> **THE TASK**: Where the data below contains pictures, omit them; output the rest word for word.

Saved data entries
--------------------

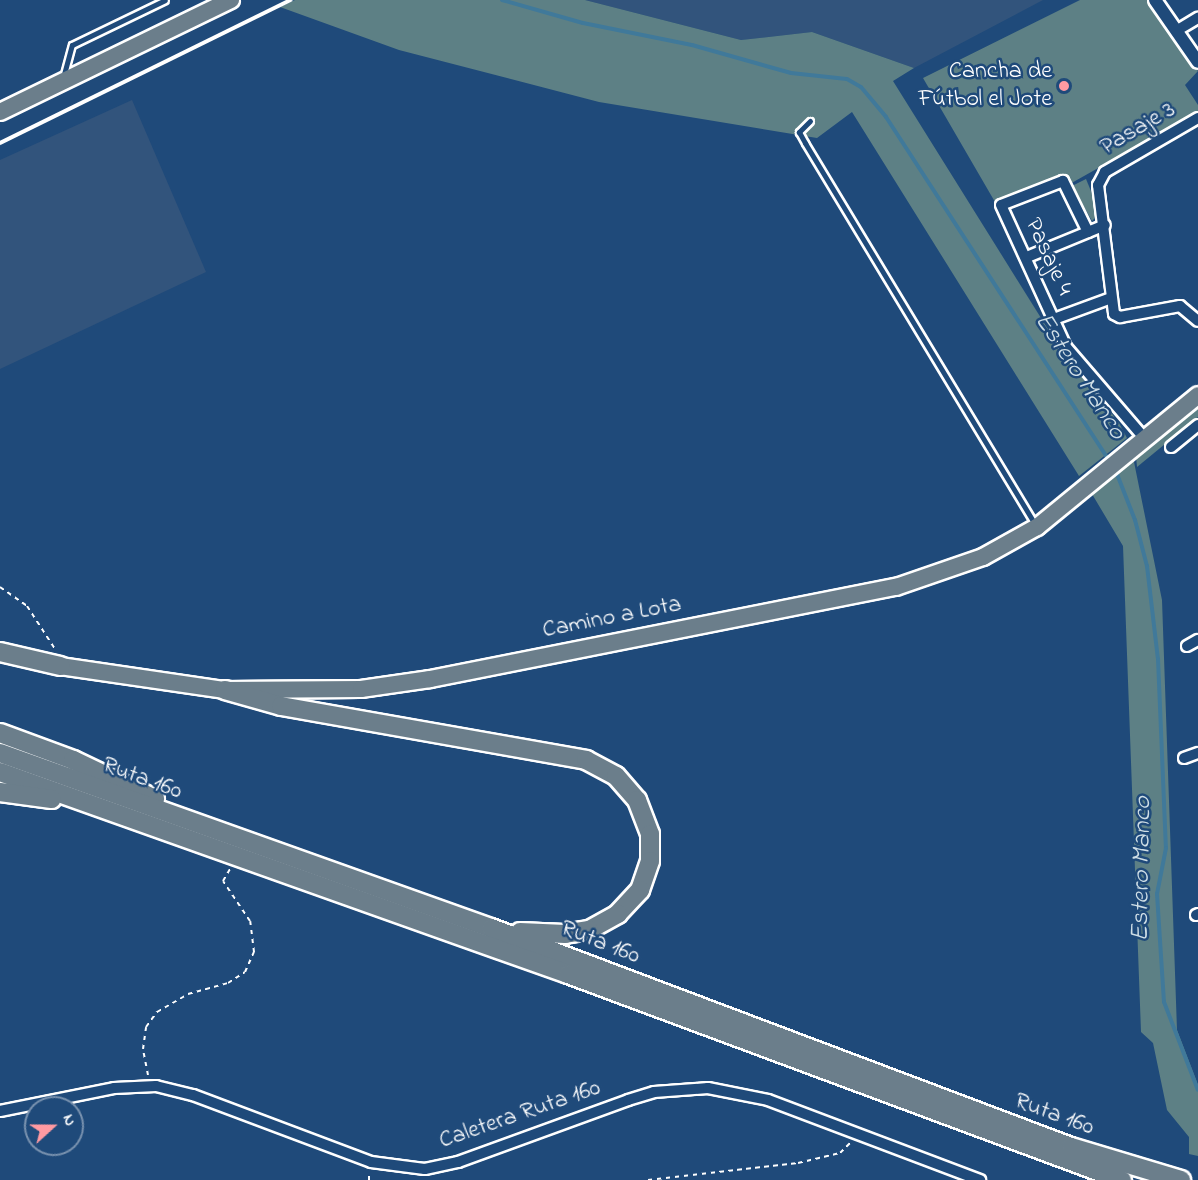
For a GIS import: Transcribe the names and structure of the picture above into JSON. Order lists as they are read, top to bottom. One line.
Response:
{"streets":{"highway":["Ruta 160"],"main road":["Camino a Lota"],"street":["Pasaje 3","Pasaje 4","Caletera Ruta 160"]},"crossings":[["Pasaje 4","Camino a Lota"]],"water":["Estero Manco"],"places":["Cancha de Fútbol el Jote"],"north":"right"}
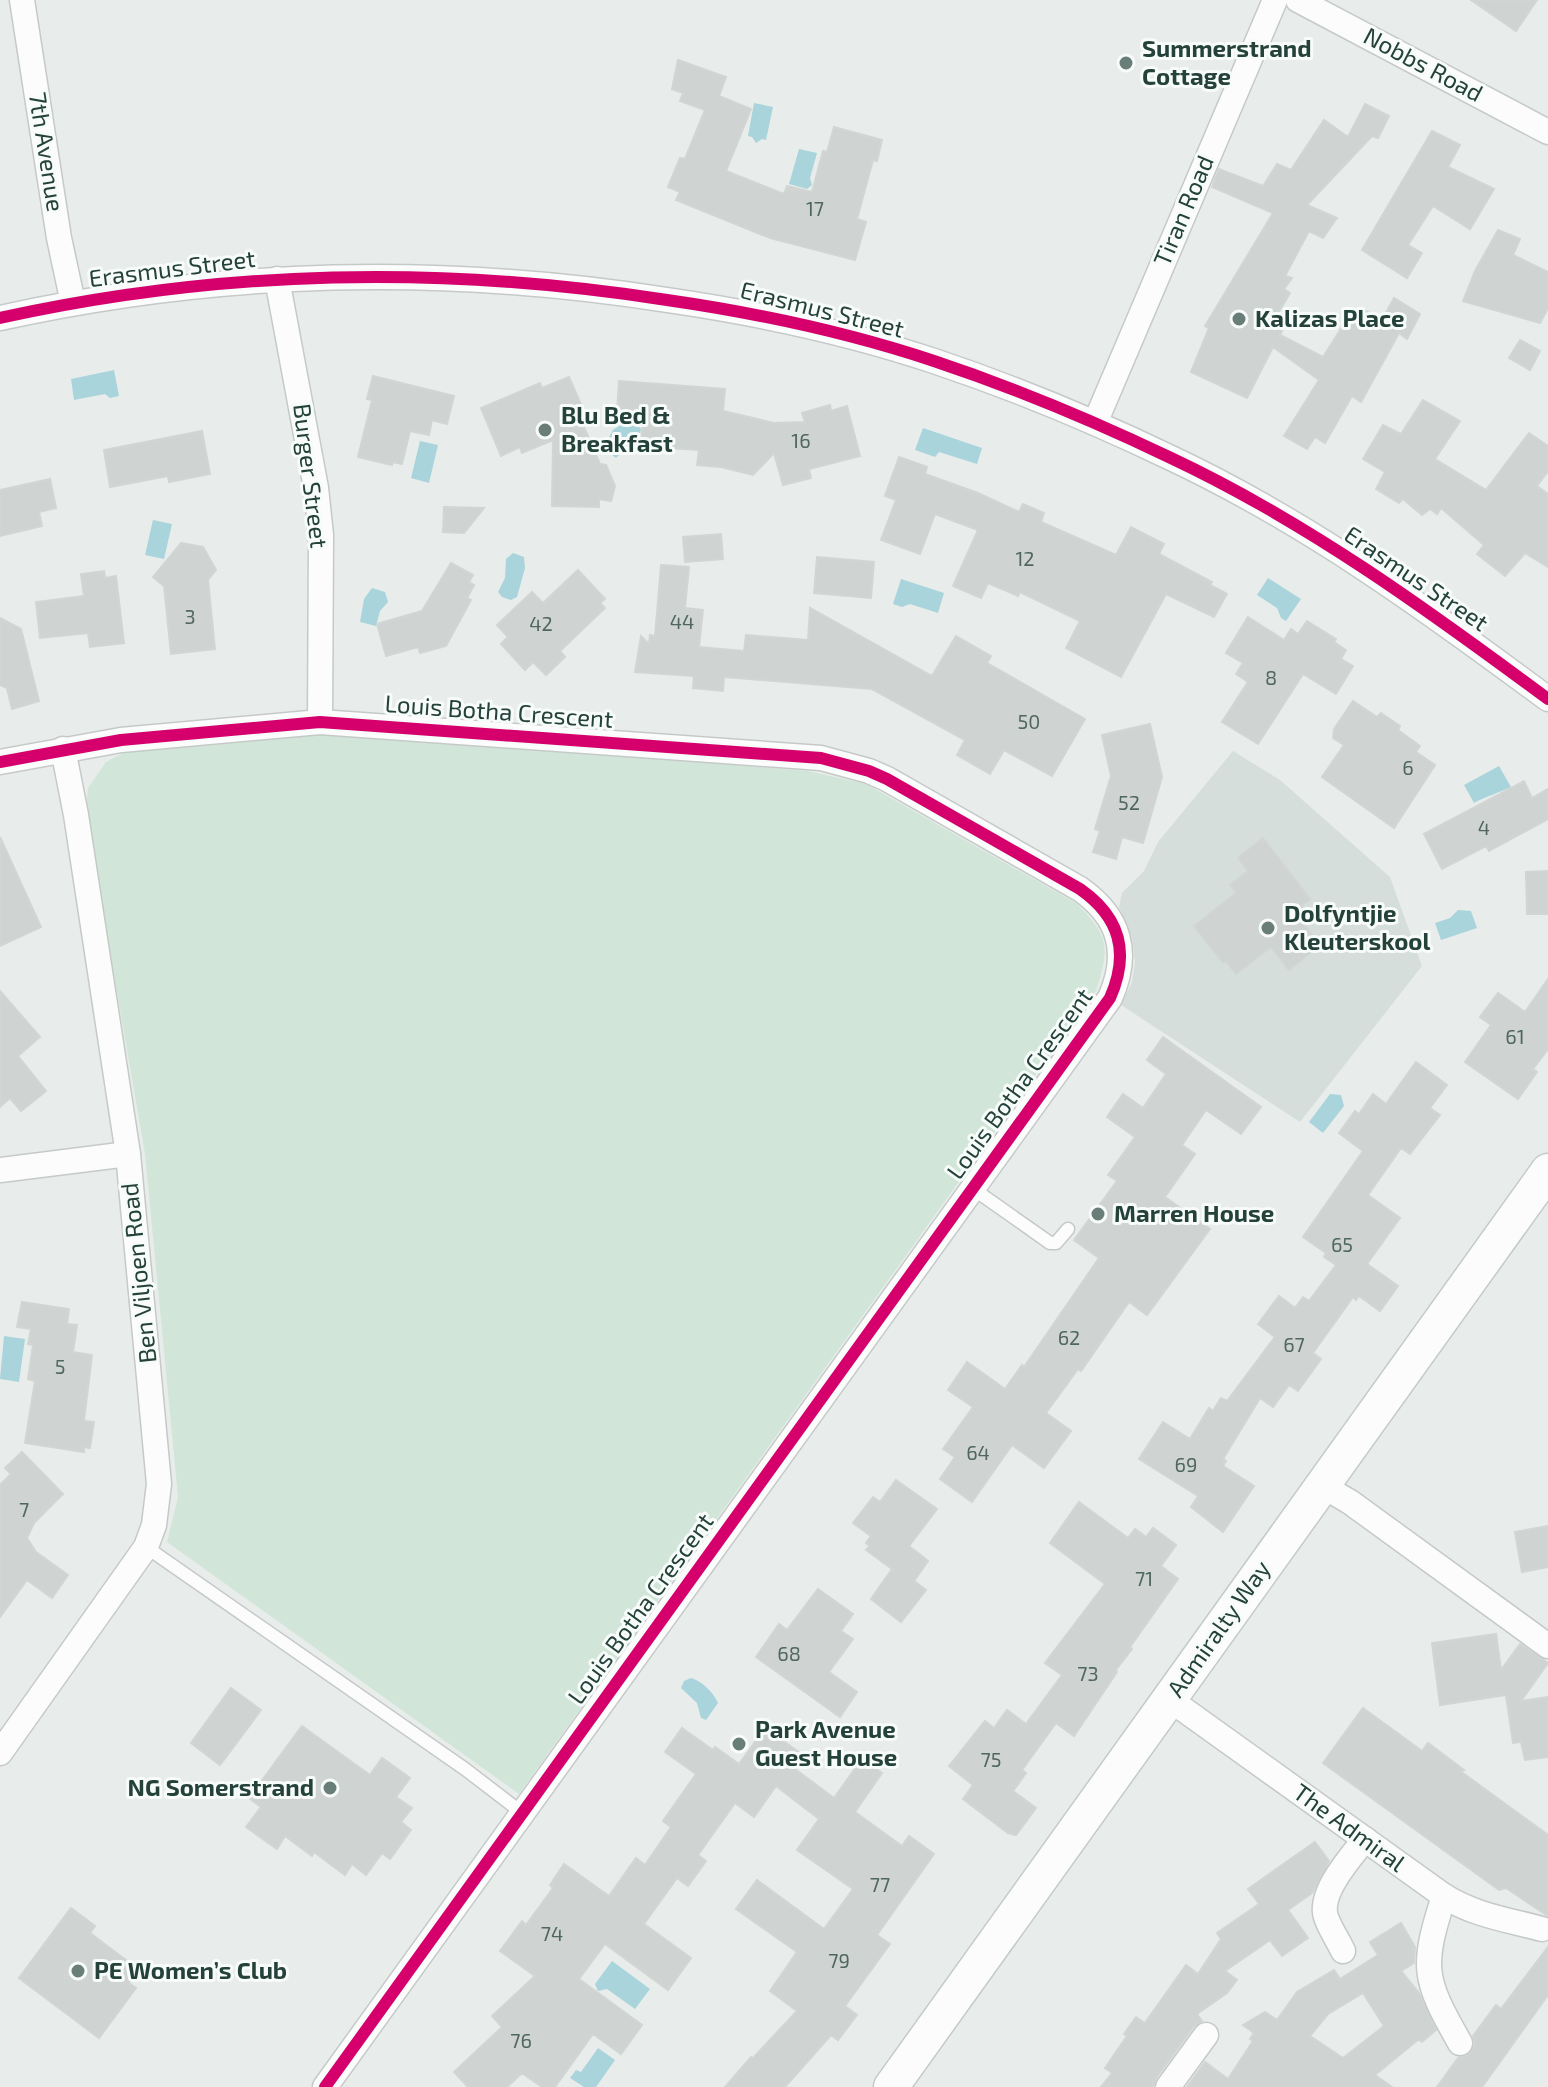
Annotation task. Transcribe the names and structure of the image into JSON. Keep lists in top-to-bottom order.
{
  "streets": {
    "main road": ["Admiralty Way"],
    "street": [
      "Nobbs Road",
      "7th Avenue",
      "Tiran Road",
      "Erasmus Street",
      "Burger Street",
      "Louis Botha Crescent",
      "Ben Viljoen Road",
      "The Admiral"
    ]
  },
  "crossings": [
    ["7th Avenue", "Erasmus Street"],
    ["Tiran Road", "Erasmus Street"],
    ["Erasmus Street", "Burger Street"],
    ["Burger Street", "Louis Botha Crescent"],
    ["Louis Botha Crescent", "Ben Viljoen Road"],
    ["Admiralty Way", "The Admiral"]
  ],
  "places": [
    "Summerstrand Cottage",
    "Kalizas Place",
    "Blu Bed & Breakfast",
    "Dolfyntjie Kleuterskool",
    "Marren House",
    "Park Avenue Guest House",
    "NG Somerstrand",
    "PE Women’s Club"
  ],
  "house_numbers": [
    "17",
    "16",
    "12",
    "3",
    "44",
    "42",
    "8",
    "50",
    "6",
    "52",
    "4",
    "61",
    "65",
    "62",
    "67",
    "5",
    "64",
    "69",
    "7",
    "71",
    "68",
    "73",
    "75",
    "77",
    "74",
    "79",
    "76"
  ]
}
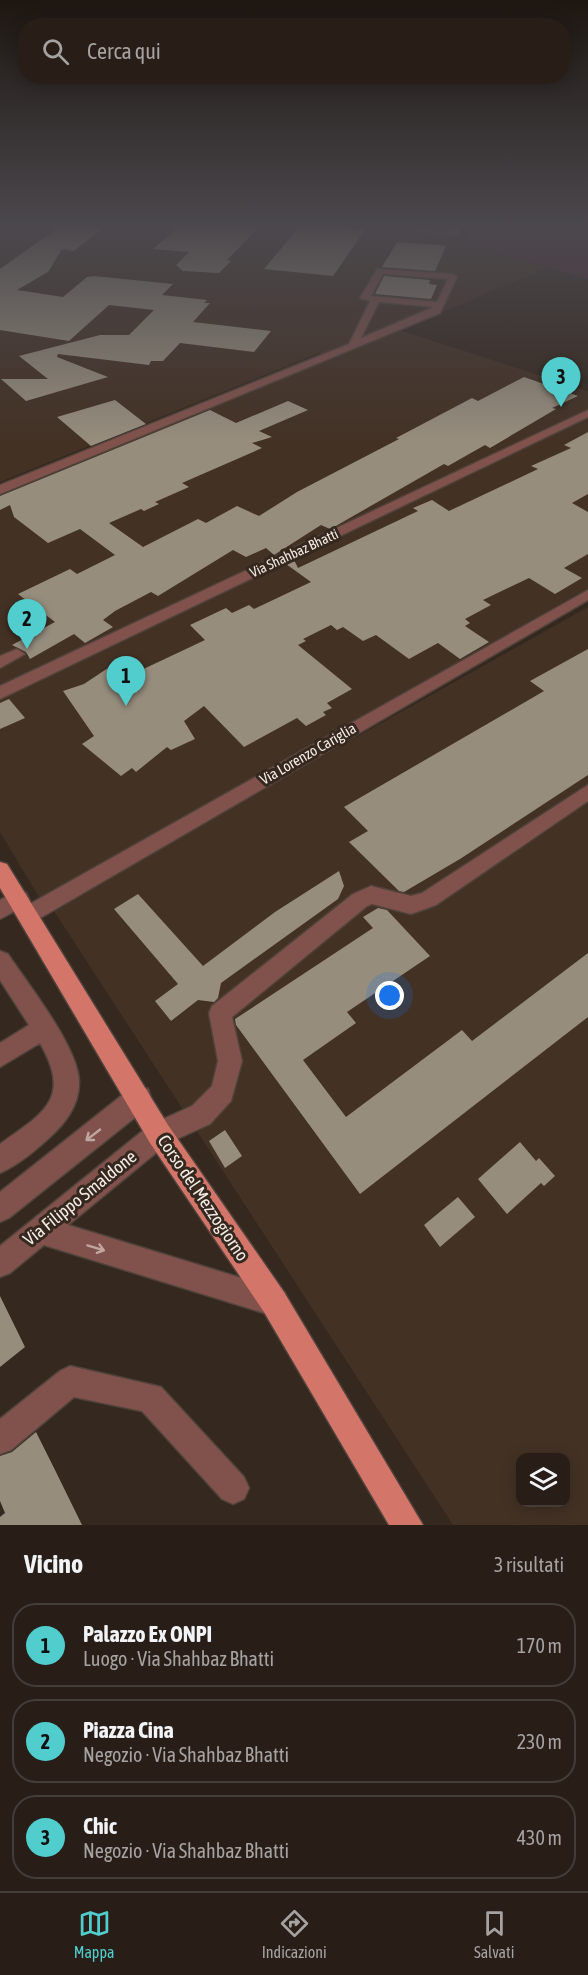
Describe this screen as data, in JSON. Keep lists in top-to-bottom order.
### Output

--------------------

> **TASK RESULT**:
For a GIS import: Transcribe the names and structure of the picture above into JSON. Order lists as they are read, top to bottom. One line.
Response:
{"streets":{"highway":["Ruta 160"],"main road":["Camino a Lota"],"street":["Pasaje 3","Pasaje 4","Caletera Ruta 160"]},"crossings":[["Pasaje 4","Camino a Lota"]],"water":["Estero Manco"],"places":["Cancha de Fútbol el Jote"],"north":"right"}
Annotation task. Transcribe the names and structure of the image into JSON. Keep lists in top-to-bottom order.
{
  "streets": {
    "main road": ["Admiralty Way"],
    "street": [
      "Nobbs Road",
      "7th Avenue",
      "Tiran Road",
      "Erasmus Street",
      "Burger Street",
      "Louis Botha Crescent",
      "Ben Viljoen Road",
      "The Admiral"
    ]
  },
  "crossings": [
    ["7th Avenue", "Erasmus Street"],
    ["Tiran Road", "Erasmus Street"],
    ["Erasmus Street", "Burger Street"],
    ["Burger Street", "Louis Botha Crescent"],
    ["Louis Botha Crescent", "Ben Viljoen Road"],
    ["Admiralty Way", "The Admiral"]
  ],
  "places": [
    "Summerstrand Cottage",
    "Kalizas Place",
    "Blu Bed & Breakfast",
    "Dolfyntjie Kleuterskool",
    "Marren House",
    "Park Avenue Guest House",
    "NG Somerstrand",
    "PE Women’s Club"
  ],
  "house_numbers": [
    "17",
    "16",
    "12",
    "3",
    "44",
    "42",
    "8",
    "50",
    "6",
    "52",
    "4",
    "61",
    "65",
    "62",
    "67",
    "5",
    "64",
    "69",
    "7",
    "71",
    "68",
    "73",
    "75",
    "77",
    "74",
    "79",
    "76"
  ]
}
Describe this screen as data, in JSON. Keep lists in top-to-bottom order.
### Output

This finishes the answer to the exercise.